Following the deconvolution the decay curves were fitted using the sum of two exponentials:\(f\left( t \right)={A_1}{\text{exp}}\left( { – t/{\tau _1}} \right)+{A_2}{\text{exp}}\left( { – t/{\tau _2}} \right)+{y_0}\) where \({A_{1,2}}\) and \({\tau _{1,2}}\) are the amplitudes and decay time constants of the two emission components, \({y_0}\) is a constant background. At very low temperatures, a single exponential function plus background was sufficient to fit the data. However, at temperatures above 20 K, a second exponential component was necessary to account for the slower decay process. The temperature-dependent decay time constants and amplitudes obtained from the fits are presented in Fig. 8.

Decay curves of X-ray luminescence measured in the MAPbCl₃ crystal at different temperatures. The luminescence is excited by X-ray pulses of synchrotron radiation at energy 14 keV.
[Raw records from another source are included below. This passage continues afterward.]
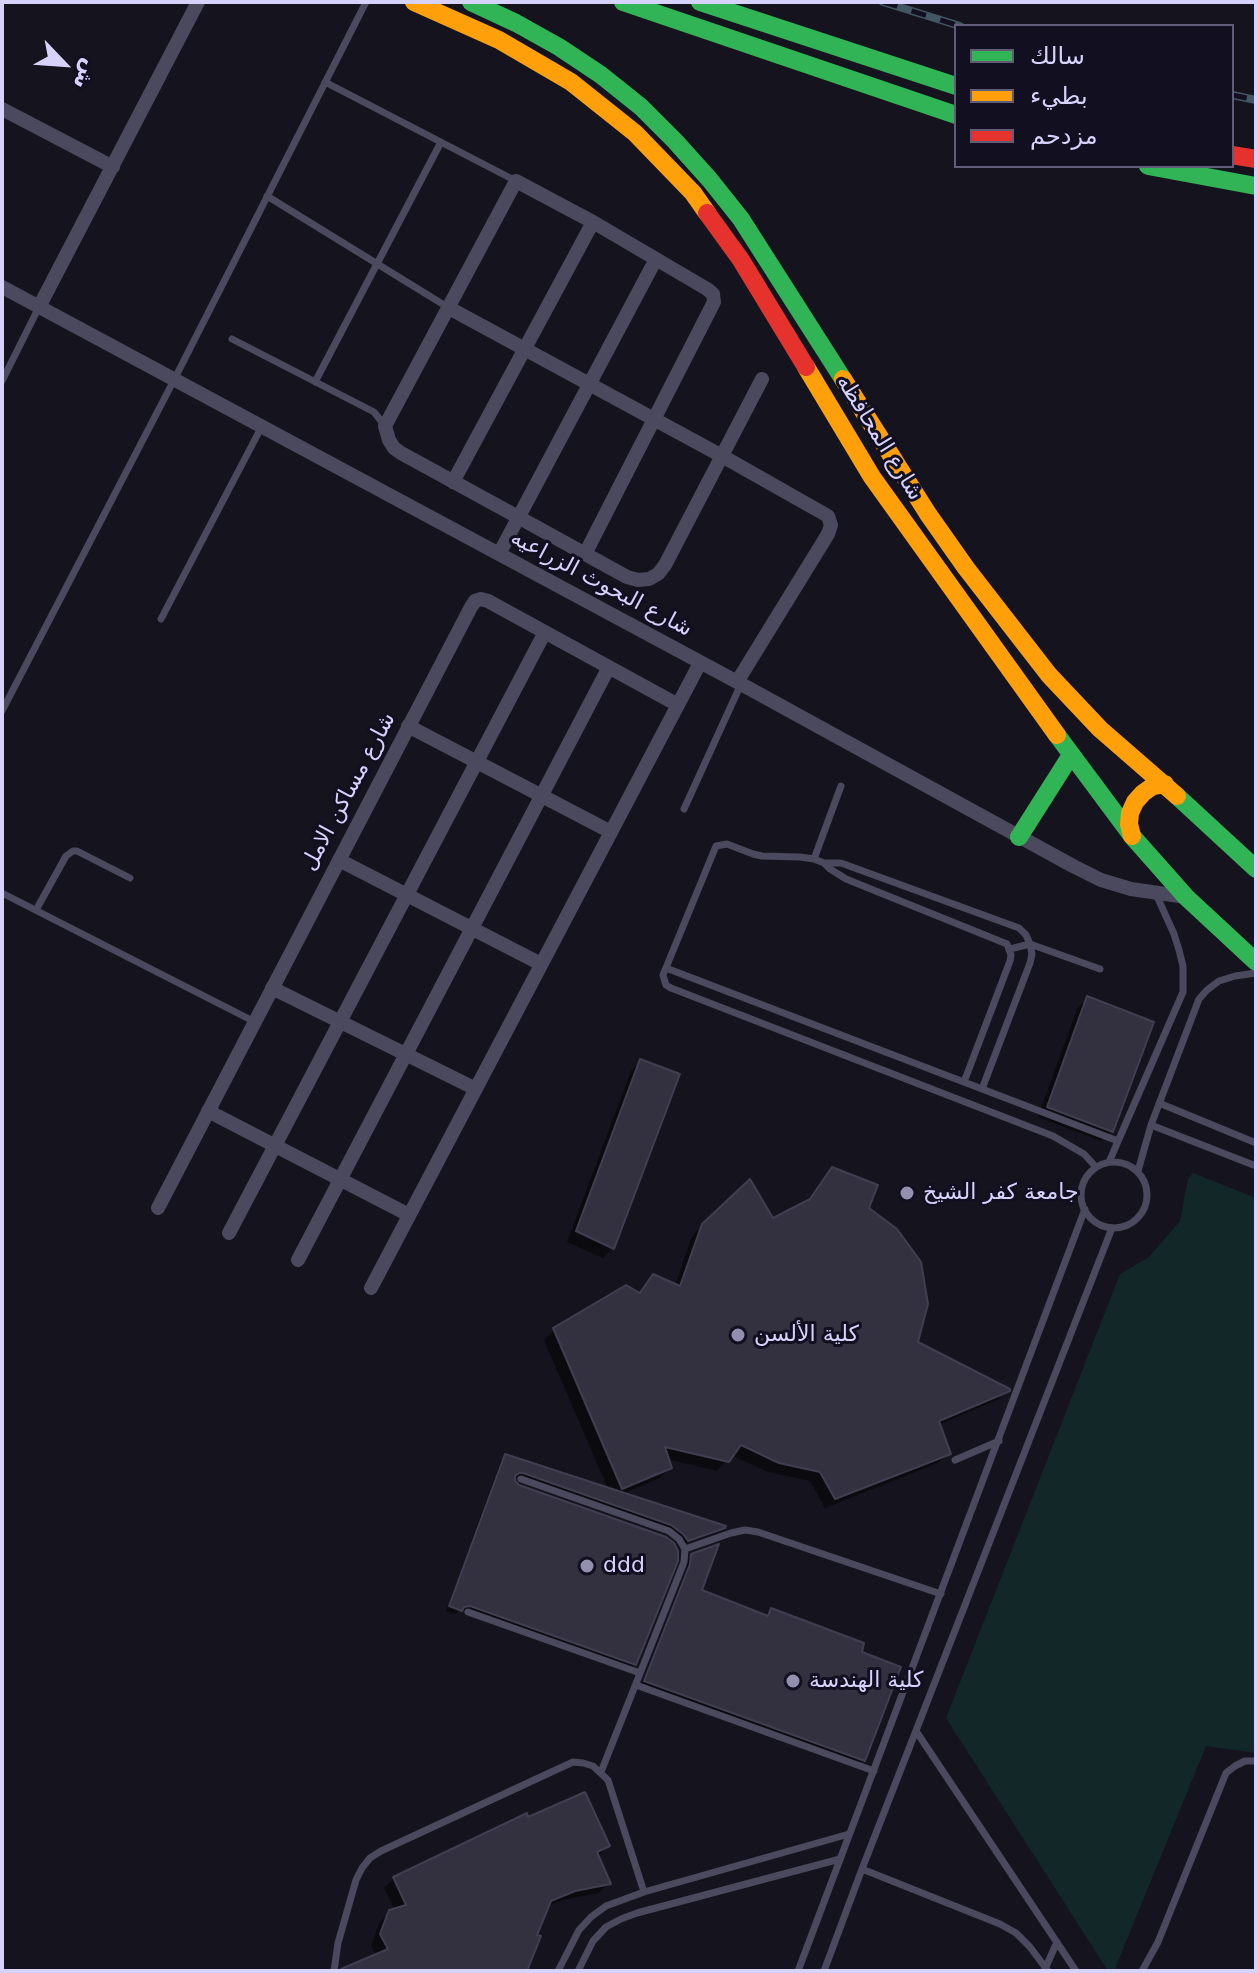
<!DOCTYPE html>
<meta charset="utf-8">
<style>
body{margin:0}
#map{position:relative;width:1258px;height:1973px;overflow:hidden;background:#15131d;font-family:"DejaVu Sans","Noto Sans Arabic",sans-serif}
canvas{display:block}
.frame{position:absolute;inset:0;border:4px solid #d7d2fc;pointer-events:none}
.legend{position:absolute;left:954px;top:24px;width:280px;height:144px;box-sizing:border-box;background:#120f21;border:2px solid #615d79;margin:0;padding:10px 14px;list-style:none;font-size:24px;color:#d7d2fc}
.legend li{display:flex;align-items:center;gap:16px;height:40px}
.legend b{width:40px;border:2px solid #615d79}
.north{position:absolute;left:24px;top:24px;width:80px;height:80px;-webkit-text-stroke:6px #120f21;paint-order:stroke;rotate:115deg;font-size:22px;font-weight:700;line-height:32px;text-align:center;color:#d7d2fc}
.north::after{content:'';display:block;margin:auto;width:28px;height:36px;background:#d7d2fc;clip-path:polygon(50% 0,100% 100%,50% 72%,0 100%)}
</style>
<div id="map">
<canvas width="1258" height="1973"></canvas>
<div class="frame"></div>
<ul class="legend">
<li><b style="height:10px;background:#30b455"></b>سالك</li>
<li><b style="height:10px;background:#ff9f0a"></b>بطيء</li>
<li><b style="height:10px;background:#e5322d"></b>مزدحم</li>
</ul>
<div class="north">ش</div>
</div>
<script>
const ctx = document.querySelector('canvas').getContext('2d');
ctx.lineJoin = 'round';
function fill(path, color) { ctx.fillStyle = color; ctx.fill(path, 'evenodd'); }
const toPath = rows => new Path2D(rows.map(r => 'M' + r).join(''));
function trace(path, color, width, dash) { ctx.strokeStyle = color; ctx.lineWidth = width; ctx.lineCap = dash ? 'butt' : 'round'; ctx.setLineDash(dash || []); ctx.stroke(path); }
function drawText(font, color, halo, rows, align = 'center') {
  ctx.font = font + ' "DejaVu Sans","Noto Sans Arabic",sans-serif'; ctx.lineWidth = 6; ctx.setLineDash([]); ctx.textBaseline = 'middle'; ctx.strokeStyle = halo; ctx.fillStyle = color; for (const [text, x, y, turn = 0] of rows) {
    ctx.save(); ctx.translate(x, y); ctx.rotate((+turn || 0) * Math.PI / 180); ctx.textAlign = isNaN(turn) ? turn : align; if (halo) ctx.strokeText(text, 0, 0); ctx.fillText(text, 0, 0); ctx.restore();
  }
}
fill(toPath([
 [1193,1173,1256,1198,1256,1753,1206,1746,1114,1971,1108,1971,946,1718,1120,1274,1149,1257,1180,1221,1188,1179]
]), '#122828');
fill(toPath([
 [1087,999,1111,1131,1101,1141,1038,1117,1077,1009],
 [641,1061,613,1248,603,1258,567,1242,631,1071],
 [833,1169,866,1209,915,1343,1007,1390,997,1400,938,1425,948,1453,938,1463,825,1508,810,1481,768,1472,731,1455,717,1471,667,1459,670,1468,660,1478,621,1494,723,1527,718,1532,683,1544,667,1529,518,1476,513,1476,513,1482,635,1664,630,1668,465,1609,460,1610,456,1614,446,1611,501,1460,506,1456,608,1489,544,1340,554,1330,638,1294,653,1276,675,1286,692,1236,703,1225,772,1221,806,1203,823,1179],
 [692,1555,699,1592,766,1618,772,1611,863,1760,859,1764,641,1685,686,1571,687,1560],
 [527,1820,608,1846,597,1857,608,1883,599,1893,563,1900,546,1907,525,1971,352,1971,376,1956,371,1945,380,1922,391,1912,395,1910,384,1888,394,1878]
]), '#0007');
const building = toPath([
 [1087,996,1154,1022,1113,1132,1047,1107,1087,996],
 [640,1059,680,1074,614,1249,576,1231,640,1059],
 [832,1167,878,1185,869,1208,897,1229,921,1262,928,1304,918,1342,1010,1389,1010,1391,939,1421,951,1454,835,1499,820,1472,779,1463,741,1445,729,1462,665,1447,672,1468,622,1489,553,1328,626,1285,640,1293,653,1274,680,1286,702,1224,750,1179,773,1218,810,1199,832,1167],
 [505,1454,726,1526,725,1528,688,1541,683,1534,671,1525,523,1473,519,1473,515,1476,515,1481,519,1485,666,1537,674,1543,678,1551,678,1561,636,1665,470,1606,464,1607,462,1611,449,1606,505,1454],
 [719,1544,702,1590,768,1616,771,1608,864,1643,862,1652,901,1667,865,1761,644,1681,690,1564,691,1554,719,1544],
 [585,1792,610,1846,597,1852,611,1884,575,1891,551,1901,537,1935,541,1936,527,1971,341,1971,341,1969,388,1949,380,1934,389,1910,406,1905,393,1877,527,1813,528,1817,585,1792]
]);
fill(building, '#33313f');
trace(building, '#423e51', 2);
trace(toPath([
 [325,82,516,181],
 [267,196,449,308],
 [232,339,374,412,385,426],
 [2,381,39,307],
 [315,382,441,142],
 [161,619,262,426],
 [2,711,174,380,366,2],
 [684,809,741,684],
 [814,859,841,786],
 [824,863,830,869,846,879,1007,944,1011,955,1010,961,964,1082],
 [2,893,255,1022],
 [36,910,66,856,73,851,77,851,130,878],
 [1010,949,1030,944,1100,969],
 [666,968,1118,1141],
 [982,1089,1030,963,1032,954,1030,944,1026,935,1019,928,841,863,824,863,814,859,800,857,762,856,753,854,727,844,716,846,663,975,666,985,671,988,1053,1136,1084,1154,1096,1167],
 [1159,1103,1256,1143],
 [1151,1125,1256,1166],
 [1109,1162,1183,992,1183,966,1179,950,1174,934,1156,894],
 '1081 1195a33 33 0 1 1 66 0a33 33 0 1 1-66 0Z',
 [1138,1171,1151,1125,1199,999,1207,990,1219,981,1235,976,1256,973],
 [955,1460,999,1441],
 [521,1479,669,1531,679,1539,685,1549,684,1562,601,1772],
 [685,1549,731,1533,745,1530,758,1532,941,1594],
 [468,1612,640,1673],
 [636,1685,874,1771],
 [916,1731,1076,1971],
 [862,1869,1000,1924,1016,1933,1030,1947,1048,1971],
 [1045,1969,1057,1942],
 [334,1971,338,1943,356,1880,362,1868,370,1858,381,1851,573,1762,583,1763,593,1766,608,1780,644,1892],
 [558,1971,579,1930,591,1917,606,1906,644,1892,849,1834],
 [578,1971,593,1941,606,1927,621,1919,637,1913,840,1859],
 [798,1971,1085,1209],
 [824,1971,862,1869,1112,1228],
 [1142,1971,1158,1942,1226,1773,1235,1766,1245,1761,1256,1761]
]), '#4a495d', 7);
trace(toPath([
 [2,109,113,167],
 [2,287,741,684,1073,866,1101,880,1131,889,1186,897],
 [39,307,198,2],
 [449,308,722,456,828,516,831,525,828,534,737,682],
 [453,482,593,222],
 [499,554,656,259],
 [585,554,714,302,713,294,707,289,593,222,516,181,385,426,389,440,394,448,401,453,518,517,627,577,638,580,649,579,658,574,665,565,762,379],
 [408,726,611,832],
 [339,860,541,964],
 [272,988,476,1089],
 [208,1111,409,1215],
 [158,1208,471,607,475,601,481,599,488,601,678,705],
 [229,1233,545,632],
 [298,1260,609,667],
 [371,1288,700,663]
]), '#4a495d', 14);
trace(toPath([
 [471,2,516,23,559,47,601,75,641,107,675,141,710,180,741,219,843,379],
 [623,2,956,115],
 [700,2,956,86],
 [1148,166,1256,186],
 [1057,735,1132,836,1186,897,1256,962],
 [1177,796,1256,869],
 [1019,837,1071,755]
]), '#30b455', 18);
trace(toPath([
 [414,2,499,40,571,82,635,133,693,193,707,213],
 [806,367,872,477,1057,735],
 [843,379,928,514,966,568,1049,675,1100,729,1177,796],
 [1132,836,1129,824,1130,813,1135,802,1143,793,1153,786,1165,784]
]), '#ff9f0a', 18);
trace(toPath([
 [1232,155,1256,159],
 [707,213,741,260,806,367]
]), '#e5322d', 18);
const rail = toPath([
 [883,2,960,26],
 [1232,95,1256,100]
]);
trace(rail, '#435664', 8);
trace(rail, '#120f21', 5, [15]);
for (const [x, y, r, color] of [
 [907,1193,8,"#938fae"],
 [738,1335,8,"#938fae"],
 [587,1566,8,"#938fae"],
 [793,1681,8,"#938fae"]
]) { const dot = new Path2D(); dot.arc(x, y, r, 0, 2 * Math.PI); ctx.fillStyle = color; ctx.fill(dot); trace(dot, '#120f21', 3); }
drawText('22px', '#d7d2fc', '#120f21', [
 ["شارع المحافظه",879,438,58],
 ["شارع البحوث الزراعيه",601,584,28],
 ["شارع مساكن الامل",349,792,-62]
]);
drawText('22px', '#d7d2fc', '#120f21', [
 ["جامعة كفر الشيخ",923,1193],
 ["كلية الألسن",754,1335],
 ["ddd",603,1566],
 ["كلية الهندسة",809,1681]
], 'left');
</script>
Temperature dependence of decay constants (top) and amplitudes with background (bottom) obtained from the fitting of the decay curves of MAPbCl₃ by a sum of two exponential functions.
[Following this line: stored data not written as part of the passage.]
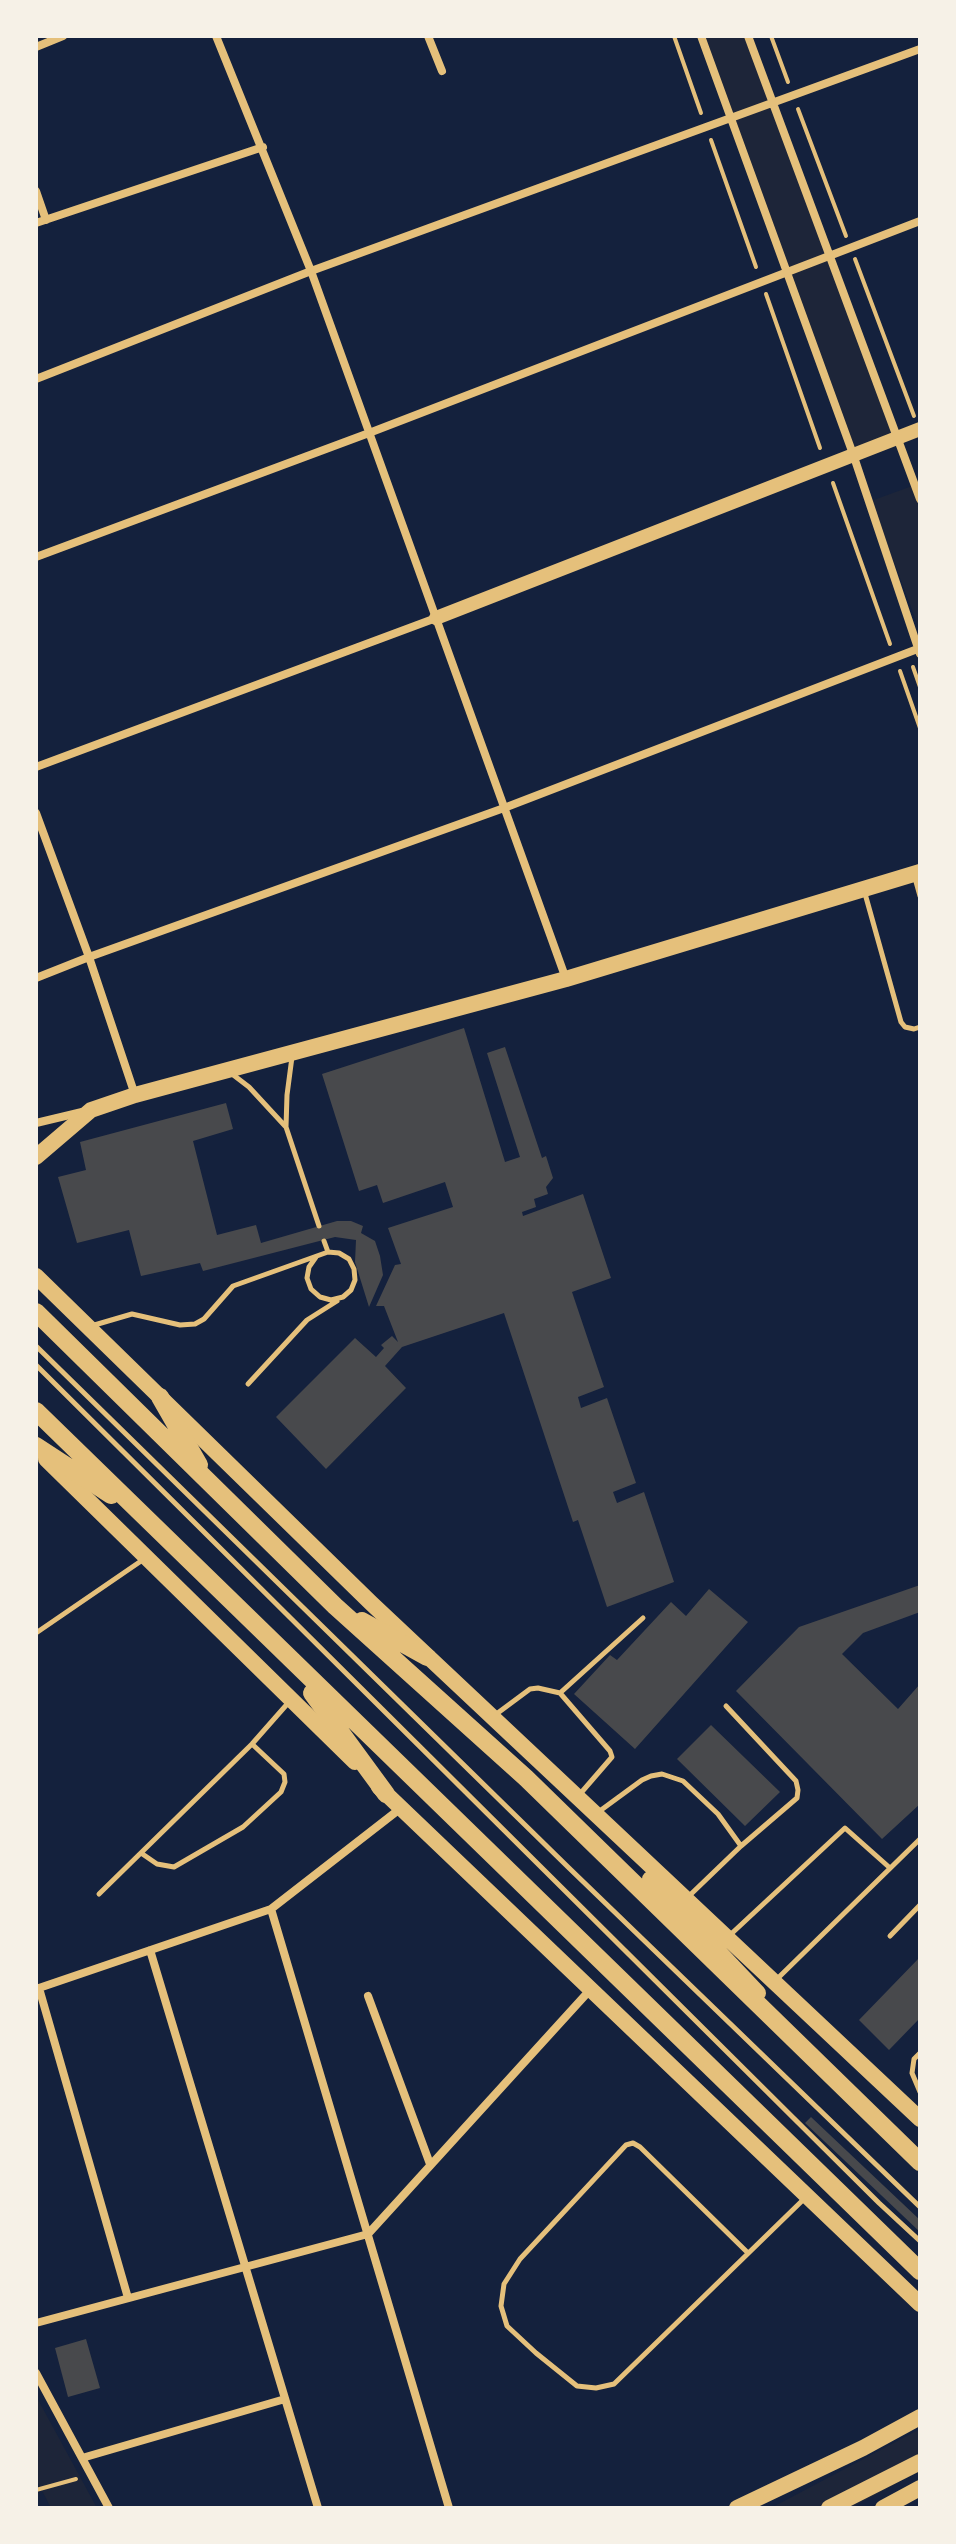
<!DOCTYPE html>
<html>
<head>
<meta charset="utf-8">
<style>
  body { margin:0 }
  #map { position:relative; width:956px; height:2544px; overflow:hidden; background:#14213d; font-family:"Sofia Sans Condensed",sans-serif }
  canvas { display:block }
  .frame { position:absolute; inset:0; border:38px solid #f6f1e7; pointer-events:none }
</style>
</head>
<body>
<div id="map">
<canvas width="956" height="2544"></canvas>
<div class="frame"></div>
</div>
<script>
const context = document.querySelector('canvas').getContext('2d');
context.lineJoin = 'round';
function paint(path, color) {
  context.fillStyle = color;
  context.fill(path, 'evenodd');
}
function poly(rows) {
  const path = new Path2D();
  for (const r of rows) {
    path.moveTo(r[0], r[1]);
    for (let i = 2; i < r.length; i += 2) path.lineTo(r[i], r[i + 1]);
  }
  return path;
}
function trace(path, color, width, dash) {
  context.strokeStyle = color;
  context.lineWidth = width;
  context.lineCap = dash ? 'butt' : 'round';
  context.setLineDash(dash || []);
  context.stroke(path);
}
const green = poly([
  [701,36,748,36,897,437,853,454],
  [915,485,920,498,920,631,871,501],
  [36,2396,97,2508,51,2508,36,2479],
  [920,2429,920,2471,851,2508,771,2508]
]);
const building = poly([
  [464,1028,505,1162,520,1157,487,1053,505,1047,542,1158,546,1156,553,1178,546,1187,548,1194,534,1199,536,1207,522,1212,523,1216,583,1194,611,1278,572,1292,604,1387,578,1397,581,1408,607,1398,636,1483,613,1492,617,1503,644,1492,674,1582,607,1607,578,1520,573,1522,504,1313,402,1347,385,1366,406,1388,326,1469,276,1417,355,1338,376,1357,384,1348,381,1345,392,1336,398,1342,384,1306,376,1306,395,1265,401,1264,388,1228,453,1207,445,1182,383,1203,377,1185,359,1191,322,1074],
  [226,1103,233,1129,193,1141,217,1235,256,1225,261,1243,337,1221,351,1221,363,1226,361,1233,375,1241,380,1256,383,1275,369,1307,355,1262,356,1240,335,1237,203,1271,200,1263,141,1276,129,1230,77,1243,58,1177,86,1170,80,1142],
  [920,1585,920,1612,863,1633,842,1654,898,1709,920,1684,920,1804,882,1839,736,1691,799,1627],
  [709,1589,748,1622,635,1749,574,1694,610,1655,617,1660,671,1602,686,1616],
  [711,1725,780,1792,745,1826,677,1759],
  [920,1957,920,2018,889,2050,859,2020],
  [811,2117,920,2220,920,2232,805,2123],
  [86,2339,100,2388,68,2397,55,2348]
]);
const path = poly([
  [674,36,701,113],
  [771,36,788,82],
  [798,109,846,236],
  [711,140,756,267],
  [855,259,914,416],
  [766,294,820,448],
  [833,483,890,644],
  [913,667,920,687],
  [900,671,920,728],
  [36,2490,76,2479]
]);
const service = poly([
  [915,878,920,896],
  [864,890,901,1022,905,1027,914,1029,920,1027],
  [292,1057,287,1095,286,1127,319,1226],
  [232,1074,249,1087,285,1126],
  [324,1241,328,1252],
  [91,1326,132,1314,180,1325,195,1324,204,1319,233,1286,328,1252,339,1253,349,1259,354,1269,355,1280,351,1290,343,1297,331,1300,320,1297,311,1289,307,1278,309,1267,316,1257],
  [36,1346,569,1868,920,2207],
  [36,1365,879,2203,920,2241],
  [248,1384,307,1320,337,1301],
  [36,1633,144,1559],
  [560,1693,643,1618],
  [726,1706,796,1781,798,1790,797,1798,741,1846],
  [495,1715,530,1689,538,1688,560,1693,610,1751,612,1757,580,1794],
  [597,1813,642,1780,651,1776,662,1774,683,1781,718,1814,741,1846,689,1896],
  [141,1853,157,1864,174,1867,243,1827,281,1792,285,1782,284,1774,252,1744],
  [99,1894,252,1744,289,1702],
  [730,1935,845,1828,890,1868],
  [890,1936,920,1905],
  [777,1979,920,1839],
  [920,2053,914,2059,912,2073,920,2092],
  [748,2253,640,2147,633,2143,626,2145,520,2259,504,2284,501,2306,507,2326,536,2353,577,2386,596,2388,614,2384,805,2198]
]);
const minor = poly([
  [216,36,311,271,566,979],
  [428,36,442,71],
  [701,36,853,454,920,654],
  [748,36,920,499],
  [36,47,63,36],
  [36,191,46,220],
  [36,223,263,147],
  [36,379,311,271,920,49],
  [36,557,369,433,920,221],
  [36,767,436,618],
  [36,813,89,957,135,1095],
  [36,978,89,957,504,808,920,648],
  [36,1123,82,1112],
  [271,1909,449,2508],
  [150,1950,318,2508],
  [39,1988,128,2298],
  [36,1989,271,1909,401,1808],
  [368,1996,430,2164],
  [36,2323,368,2234,590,1990],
  [36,2373,109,2508],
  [82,2458,285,2399]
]);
const tertiary = poly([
  [436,618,920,429]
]);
const secondary = poly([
  [36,1157,91,1110,135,1095,566,979,920,872],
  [36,1276,371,1603,920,2119],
  [46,1459,355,1762],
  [379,1787,920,2304],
  [650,1879,758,1993],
  [737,2508,863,2448,920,2417],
  [829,2508,920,2462],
  [883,2508,920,2488]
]);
const trunk = poly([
  [36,1312,335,1606,526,1778,920,2162],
  [160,1397,199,1465],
  [36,1411,920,2271],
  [36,1446,111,1495],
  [362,1621,427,1657],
  [312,1693,386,1794]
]);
paint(green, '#1d2539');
paint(building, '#48494c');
trace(path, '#e5c07b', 4);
trace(service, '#e5c07b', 5);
trace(minor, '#e5c07b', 8);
trace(tertiary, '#e5c07b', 14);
trace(secondary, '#e5c07b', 16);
trace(trunk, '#e5c07b', 18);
</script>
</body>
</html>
The initial phase of the luminescence decay is characterized by a sub-nanosecond component with a decay time of approximately 0.2 ns at 10 K. This extremely rapid decay is indicative of excitonic processes occurring on a similar timescale, a feature that has been observed in other halide perovskites^{25,28,54,68,69}. At elevated temperatures, a delayed decay component with a time constant of around 1 ns becomes evident. This longer-lived component is likely due to the radiative recombination of bound excitons released from shallow traps^69,70. A very slow emission component with a decay time exceeding 10^− 7 s, associated with the radiative recombination of electrons and holes from deeper traps, is not distinguishable in the measured decay curves at these timescale as it primarily contributes to the background. It is notable that the amplitudes of both decay components initially increase with temperature, suggesting that these recombination channels are enhanced by thermally stimulated processes. Specifically, the exciton channels are likely to be fed by the thermally induced release of trapped excitons, as indicated by the decrease in the amplitude of the background component with rising temperature. This behaviour is consistent with previous observations in MAPbI₃ crystals, where changes in luminescence kinetics with temperature were attributed to the exchange of particles between different radiative decay channels²¹.